Escribí muchas cartas y hablé con muchas personas en Acnur, Cáritas, Fe y Alegría, etcétera. Me di cuenta de la falta de información que hay para otorgar a los muchos salvadoreños que se quieren ir a refugiar a otro país, que quieren huir por miedo, por amenazas, porque son los siguientes en la lista. En respuesta a uno de mis tantos correos electrónicos, una de las directoras de Acnur me mandó un folleto en donde se explicaba, paso a paso, lo que deberían hacer para pedir refugio una vez estuvieran en el país que los iba a acoger. Lo estudiamos palabra por palabra, juntamos todo lo que nos pedían, contactamos con gente solidaria del país que los recibiría, encontramos un lugar a donde podían llegar a dormir, les ofrecieron un trabajo temporal. En fin, tratamos por todos los medios de que sufrieran lo menos posible esa primera etapa de adaptación.

Un día antes de tomar el medio de transporte que los llevaría a su nuevo país, estábamos tomando café y platicando sobre su nueva vida y les pregunté si se querían ir y qué es lo que más querían lograr en ese nuevo país.

Pamela me respondió que no se querían ir, y entre lágrimas sacó su celular y me mostró fotos de su casita que había logrado terminar de pagar durante 10 años. Luego me enseñó fotos de sus regalos de boda. “Por uno y llegamos a cien”, me dijo sonriendo.

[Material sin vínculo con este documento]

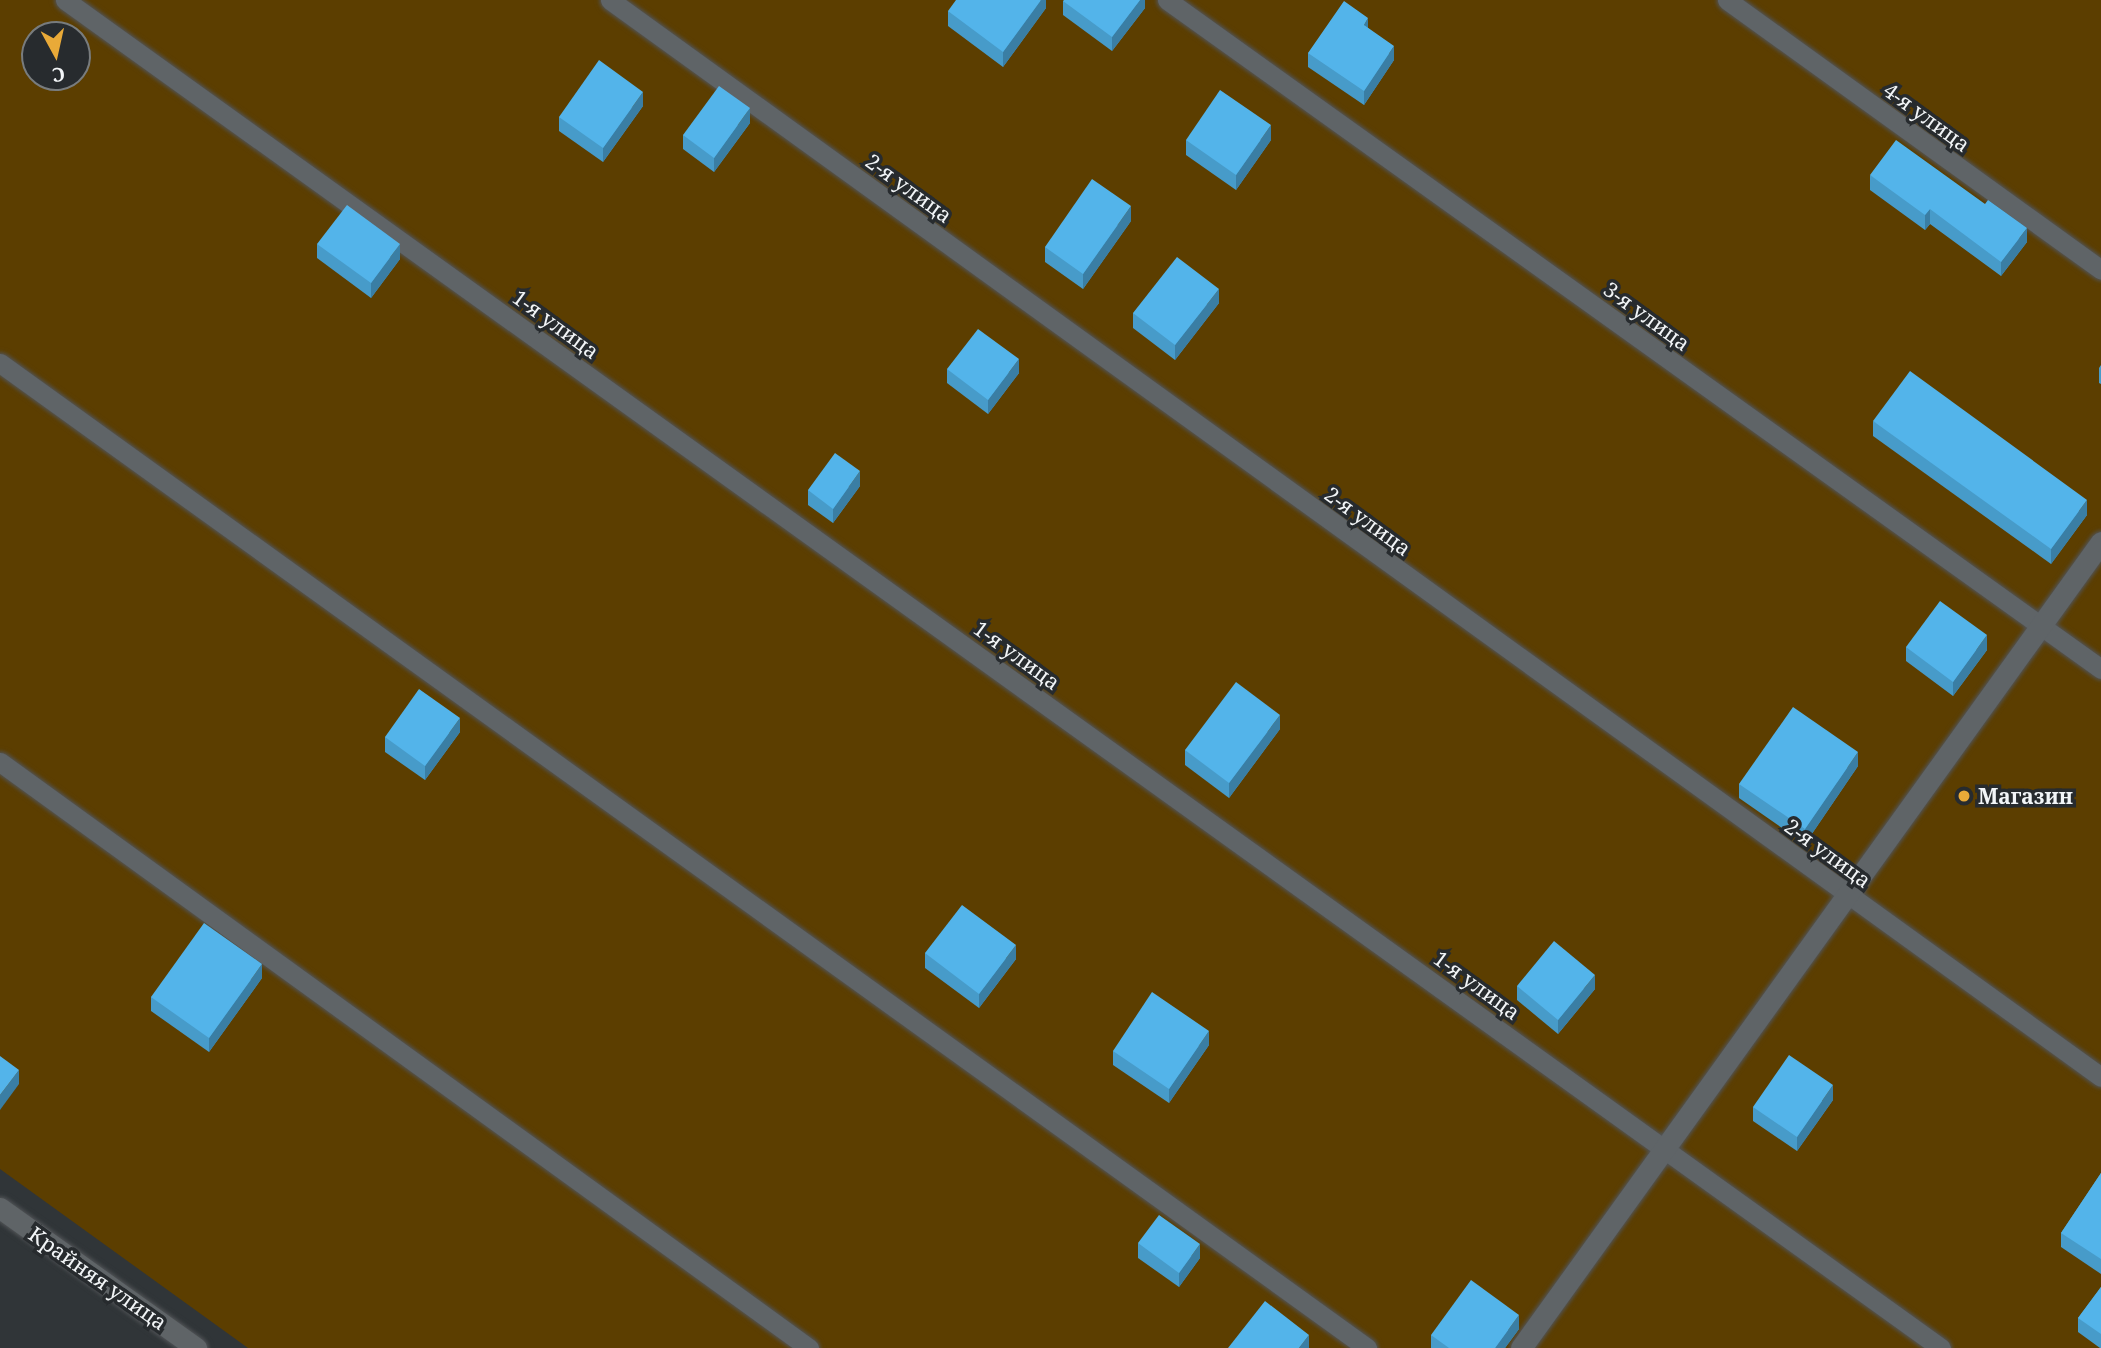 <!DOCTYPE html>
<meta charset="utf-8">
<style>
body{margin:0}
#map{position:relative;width:2101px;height:1348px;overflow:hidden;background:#303538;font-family:"Noto Serif",serif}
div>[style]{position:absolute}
.green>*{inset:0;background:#5c3e00}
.roads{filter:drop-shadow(0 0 2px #515457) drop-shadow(0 0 2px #515457)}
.lane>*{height:19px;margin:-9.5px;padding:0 9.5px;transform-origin:9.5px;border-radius:9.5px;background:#5f6467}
.secondary>*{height:21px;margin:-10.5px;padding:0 10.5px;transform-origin:10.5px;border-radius:10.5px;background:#5f6467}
.wall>*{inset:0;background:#479bc9}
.shaded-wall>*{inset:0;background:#3a7ea4}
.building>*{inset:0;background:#53b4ea}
.dots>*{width:19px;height:19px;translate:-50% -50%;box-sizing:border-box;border:4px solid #272b2e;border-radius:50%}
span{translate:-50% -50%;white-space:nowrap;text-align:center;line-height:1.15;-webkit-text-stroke:7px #272b2e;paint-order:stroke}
.street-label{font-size:21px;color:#f2f5f7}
.poi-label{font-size:21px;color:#f2f5f7;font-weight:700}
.left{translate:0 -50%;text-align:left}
.north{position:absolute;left:21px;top:21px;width:70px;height:70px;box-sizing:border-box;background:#272b2e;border:2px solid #787c7e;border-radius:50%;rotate:172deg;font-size:19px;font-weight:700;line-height:28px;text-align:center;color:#f2f5f7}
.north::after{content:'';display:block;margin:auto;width:24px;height:32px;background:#e9aa38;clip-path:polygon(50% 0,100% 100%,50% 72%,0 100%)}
</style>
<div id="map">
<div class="green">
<div style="clip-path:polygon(evenodd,0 0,2101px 0,2101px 1348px,248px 1348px,0 1169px,0 0,35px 35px,77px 35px,77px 77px,35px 77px,35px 35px)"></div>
</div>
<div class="roads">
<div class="lane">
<div style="left:65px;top:0;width:2310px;rotate:35.7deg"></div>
<div style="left:610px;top:0;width:1839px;rotate:35.84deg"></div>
<div style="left:1167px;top:0;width:1149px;rotate:35.61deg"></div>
<div style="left:1727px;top:0;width:461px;rotate:35.8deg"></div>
<div style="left:0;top:363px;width:1685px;rotate:35.77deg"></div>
<div style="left:0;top:762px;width:999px;rotate:35.92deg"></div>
</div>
<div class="secondary">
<div style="left:0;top:1208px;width:241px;rotate:35.5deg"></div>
<div style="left:1521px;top:1348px;width:993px;rotate:-54.26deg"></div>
</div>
</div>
<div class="wall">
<div style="clip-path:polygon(1046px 0,1046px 8px,1003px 67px,948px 26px,948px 11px)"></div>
<div style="clip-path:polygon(1145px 0,1145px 8px,1112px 51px,1063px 15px,1063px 1px)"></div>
<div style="clip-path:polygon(1368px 28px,1394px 60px,1364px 105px,1308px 67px,1308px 53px)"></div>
<div style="clip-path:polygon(643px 106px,603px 162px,559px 131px,559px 117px)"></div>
<div style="clip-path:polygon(750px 123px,714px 172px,683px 149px,683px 135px)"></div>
<div style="clip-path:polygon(1186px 140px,1271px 140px,1236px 190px,1186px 155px)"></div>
<div style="clip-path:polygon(1870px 175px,2027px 242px,2001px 276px,1930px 224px,1925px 230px,1870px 190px)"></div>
<div style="clip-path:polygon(1131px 221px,1083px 289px,1045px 262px,1045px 247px)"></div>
<div style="clip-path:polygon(317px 244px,400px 259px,371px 298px,317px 258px)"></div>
<div style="clip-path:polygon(1219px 303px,1175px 360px,1133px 328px,1133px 313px)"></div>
<div style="clip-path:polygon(2101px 365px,2101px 384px,2099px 383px,2099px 368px)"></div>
<div style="clip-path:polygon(947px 369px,1019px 373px,988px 414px,947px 383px)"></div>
<div style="clip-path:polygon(1873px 421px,2087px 515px,2051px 564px,1873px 436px)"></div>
<div style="clip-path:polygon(860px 486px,833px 523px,808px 505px,808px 490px)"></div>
<div style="clip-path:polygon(1906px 647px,1987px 650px,1953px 696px,1906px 661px)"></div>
<div style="clip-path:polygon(1280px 729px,1229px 798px,1185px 765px,1185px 750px)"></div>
<div style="clip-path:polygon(460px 732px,425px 780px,385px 752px,385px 737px)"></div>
<div style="clip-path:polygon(1858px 766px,1805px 844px,1739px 798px,1739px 784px)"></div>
<div style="clip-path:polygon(925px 953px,1016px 959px,979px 1008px,925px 968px)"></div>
<div style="clip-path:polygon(262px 978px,209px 1052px,151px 1011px,151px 997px)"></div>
<div style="clip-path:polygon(1517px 986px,1595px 989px,1558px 1034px,1517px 1000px)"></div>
<div style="clip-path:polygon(1209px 1045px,1169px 1103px,1113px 1065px,1113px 1051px)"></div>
<div style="clip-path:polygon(1833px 1100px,1797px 1151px,1753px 1121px,1753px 1107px)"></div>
<div style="clip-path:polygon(2101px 1173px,2101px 1274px,2061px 1247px,2061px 1233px)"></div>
<div style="clip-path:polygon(1138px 1243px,1200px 1258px,1179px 1287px,1138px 1258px)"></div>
<div style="clip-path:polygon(2101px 1287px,2101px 1348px,2100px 1348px,2078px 1332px,2078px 1318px)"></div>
<div style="clip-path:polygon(1519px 1329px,1505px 1348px,1431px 1348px,1431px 1335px)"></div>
</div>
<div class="shaded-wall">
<div style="clip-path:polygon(1041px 0,1046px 0,1046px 8px,1003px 67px,1003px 52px)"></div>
<div style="clip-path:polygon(1140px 0,1145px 0,1145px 8px,1112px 51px,1112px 37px)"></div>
<div style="clip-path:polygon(1368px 18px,1368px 33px,1364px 25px)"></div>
<div style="clip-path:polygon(1394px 46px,1394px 60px,1364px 105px,1364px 91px)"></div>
<div style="clip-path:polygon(643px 92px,643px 106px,603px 162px,603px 148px)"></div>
<div style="clip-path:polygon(750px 108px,750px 123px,714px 172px,714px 158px)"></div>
<div style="clip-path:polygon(1271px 125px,1271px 140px,1236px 190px,1236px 175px)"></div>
<div style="clip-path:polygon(1131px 206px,1131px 221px,1083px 289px,1083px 274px)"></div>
<div style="clip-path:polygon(1930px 209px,1930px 224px,1925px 230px,1925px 215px)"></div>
<div style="clip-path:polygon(2027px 228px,2027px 242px,2001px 276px,2001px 262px)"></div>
<div style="clip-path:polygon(400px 244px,400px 259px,371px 298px,371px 283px)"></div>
<div style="clip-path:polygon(1219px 289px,1219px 303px,1175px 360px,1175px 345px)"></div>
<div style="clip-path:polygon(1019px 359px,1019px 373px,988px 414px,988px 400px)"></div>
<div style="clip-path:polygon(860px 471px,860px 486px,833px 523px,833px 509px)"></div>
<div style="clip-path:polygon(2087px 500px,2087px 515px,2051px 564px,2051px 549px)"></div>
<div style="clip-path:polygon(1987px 635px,1987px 650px,1953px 696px,1953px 682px)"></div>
<div style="clip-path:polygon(1280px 715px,1280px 729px,1229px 798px,1229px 783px)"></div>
<div style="clip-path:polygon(460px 718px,460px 732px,425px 780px,425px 766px)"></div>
<div style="clip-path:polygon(1858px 752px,1858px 766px,1805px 844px,1805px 829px)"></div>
<div style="clip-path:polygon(1016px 945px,1016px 959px,979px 1008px,979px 994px)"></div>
<div style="clip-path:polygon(262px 964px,262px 978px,209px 1052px,209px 1038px)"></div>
<div style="clip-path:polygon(1595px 975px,1595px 989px,1558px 1034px,1558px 1020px)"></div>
<div style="clip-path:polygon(1209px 1031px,1209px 1045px,1169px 1103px,1169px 1089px)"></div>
<div style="clip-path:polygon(19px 1070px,19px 1084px,0 1110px,0 1095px)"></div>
<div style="clip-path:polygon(1833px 1085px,1833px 1100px,1797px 1151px,1797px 1137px)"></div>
<div style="clip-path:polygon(1200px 1244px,1200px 1258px,1179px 1287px,1179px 1273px)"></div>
<div style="clip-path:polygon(1519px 1315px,1519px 1329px,1505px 1348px,1495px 1348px)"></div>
<div style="clip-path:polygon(1309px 1335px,1309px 1348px,1299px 1348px)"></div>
</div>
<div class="building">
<div style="clip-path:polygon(956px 0,1041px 0,1003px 52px,948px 11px)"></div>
<div style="clip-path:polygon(1064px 0,1140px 0,1112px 37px,1063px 1px)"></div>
<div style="clip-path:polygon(1344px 1px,1368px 18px,1364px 25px,1394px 46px,1364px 91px,1308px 53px)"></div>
<div style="clip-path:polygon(599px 60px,643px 92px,603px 148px,559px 117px)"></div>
<div style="clip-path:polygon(719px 86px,750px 108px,714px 158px,683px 135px)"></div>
<div style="clip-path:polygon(1220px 90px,1271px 125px,1236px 175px,1186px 140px)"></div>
<div style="clip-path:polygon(1896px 140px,1985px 204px,1988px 200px,2027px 228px,2001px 262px,1930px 209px,1925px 215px,1870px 175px)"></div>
<div style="clip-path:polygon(1092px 179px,1131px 206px,1083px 274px,1045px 247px)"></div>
<div style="clip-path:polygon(347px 205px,400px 244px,371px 283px,317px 244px)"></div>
<div style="clip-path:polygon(1177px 257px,1219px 289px,1175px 345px,1133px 313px)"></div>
<div style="clip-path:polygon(978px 329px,1019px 359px,988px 400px,947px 369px)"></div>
<div style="clip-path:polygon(1910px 371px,2087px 500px,2051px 549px,1873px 421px)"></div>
<div style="clip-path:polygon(835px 453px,860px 471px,833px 509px,808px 490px)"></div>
<div style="clip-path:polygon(1940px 601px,1987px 635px,1953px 682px,1906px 647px)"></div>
<div style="clip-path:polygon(1236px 682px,1280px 715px,1229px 783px,1185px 750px)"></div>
<div style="clip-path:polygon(419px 689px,460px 718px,425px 766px,385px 737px)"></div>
<div style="clip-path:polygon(1793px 707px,1858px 752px,1805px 829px,1739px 784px)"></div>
<div style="clip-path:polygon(962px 905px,1016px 945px,979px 994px,925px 953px)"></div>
<div style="clip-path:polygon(204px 923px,262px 964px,209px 1038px,151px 997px)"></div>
<div style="clip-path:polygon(1554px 941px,1595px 975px,1558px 1020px,1517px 986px)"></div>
<div style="clip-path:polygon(1152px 992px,1209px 1031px,1169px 1089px,1113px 1051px)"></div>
<div style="clip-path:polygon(1789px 1055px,1833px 1085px,1797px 1137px,1753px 1107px)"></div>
<div style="clip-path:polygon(0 1056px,19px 1070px,0 1095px)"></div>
<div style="clip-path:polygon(2101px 1173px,2101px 1259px,2061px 1233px)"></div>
<div style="clip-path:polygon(1159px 1215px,1200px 1244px,1179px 1273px,1138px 1243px)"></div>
<div style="clip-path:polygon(1471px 1280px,1519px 1315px,1495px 1348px,1449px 1348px,1431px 1335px)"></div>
<div style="clip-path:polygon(2101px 1287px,2101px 1334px,2078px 1318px)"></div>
<div style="clip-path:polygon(1265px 1301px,1309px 1335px,1299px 1348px,1228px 1348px)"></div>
</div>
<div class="dots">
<div style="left:1964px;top:796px;background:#e9aa38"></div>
</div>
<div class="street-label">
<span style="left:1927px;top:117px;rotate:36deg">4-я улица</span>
<span style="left:909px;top:188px;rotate:36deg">2-я улица</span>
<span style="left:1647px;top:316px;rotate:36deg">3-я улица</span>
<span style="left:556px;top:324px;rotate:36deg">1-я улица</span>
<span style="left:1368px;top:521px;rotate:36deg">2-я улица</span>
<span style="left:1017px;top:655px;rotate:36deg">1-я улица</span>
<span style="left:1828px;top:853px;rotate:36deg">2-я улица</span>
<span style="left:1477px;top:985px;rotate:36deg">1-я улица</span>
<span style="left:98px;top:1278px;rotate:35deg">Крайняя улица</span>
</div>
<div class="poi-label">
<span class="left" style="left:1978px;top:796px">Магазин</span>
</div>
<div class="north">С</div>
</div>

“Aquí todo lo teníamos, casa, trabajo, familia y allá no vamos a tener nada. ¿Y si le hacen algo a mis hermanitos en venganza?”, me preguntó angustiada. No tuve respuesta que darle.

Luego de un silencio -Pamela y Luis son muy silenciosos-, me contestó mi segunda pregunta.

-Yo sueño con estudiar para maestra de parvularia. ¿Usted cree que allá en ese país lo pueda hacer?

-Sí, Pamela. Si te lo proponés, lo vas a lograr.

Me encariñé con ellos. Me di cuenta de que estamos expulsando a los buenos.

Se fueron a las 4 de la mañana de un lunes. Se fueron para siempre. Yo intenté llenarles la cabeza de sueños por cumplir en ese nuevo país en donde no se matan como aquí. Lo van a necesitar.

A la mañana siguiente, Martita me preguntó mientras desayunábamos:

-Mire, Marce, y si yo me voy en diciembre con mi hijo, ¿usted me ayuda también?

-Por supuesto, Martita, cuente con ello.

Y esa vez la que lloró fui yo.

Nota: Todos los nombres utilizados fueron cambiados por motivos de seguridad.

*Marcela Zamora es cineasta salvadoreña, directora de la productora Kino Glaz y directora de la Campaña Instinto de Vida El Salvador, parte del movimiento ciudadano DespertarES.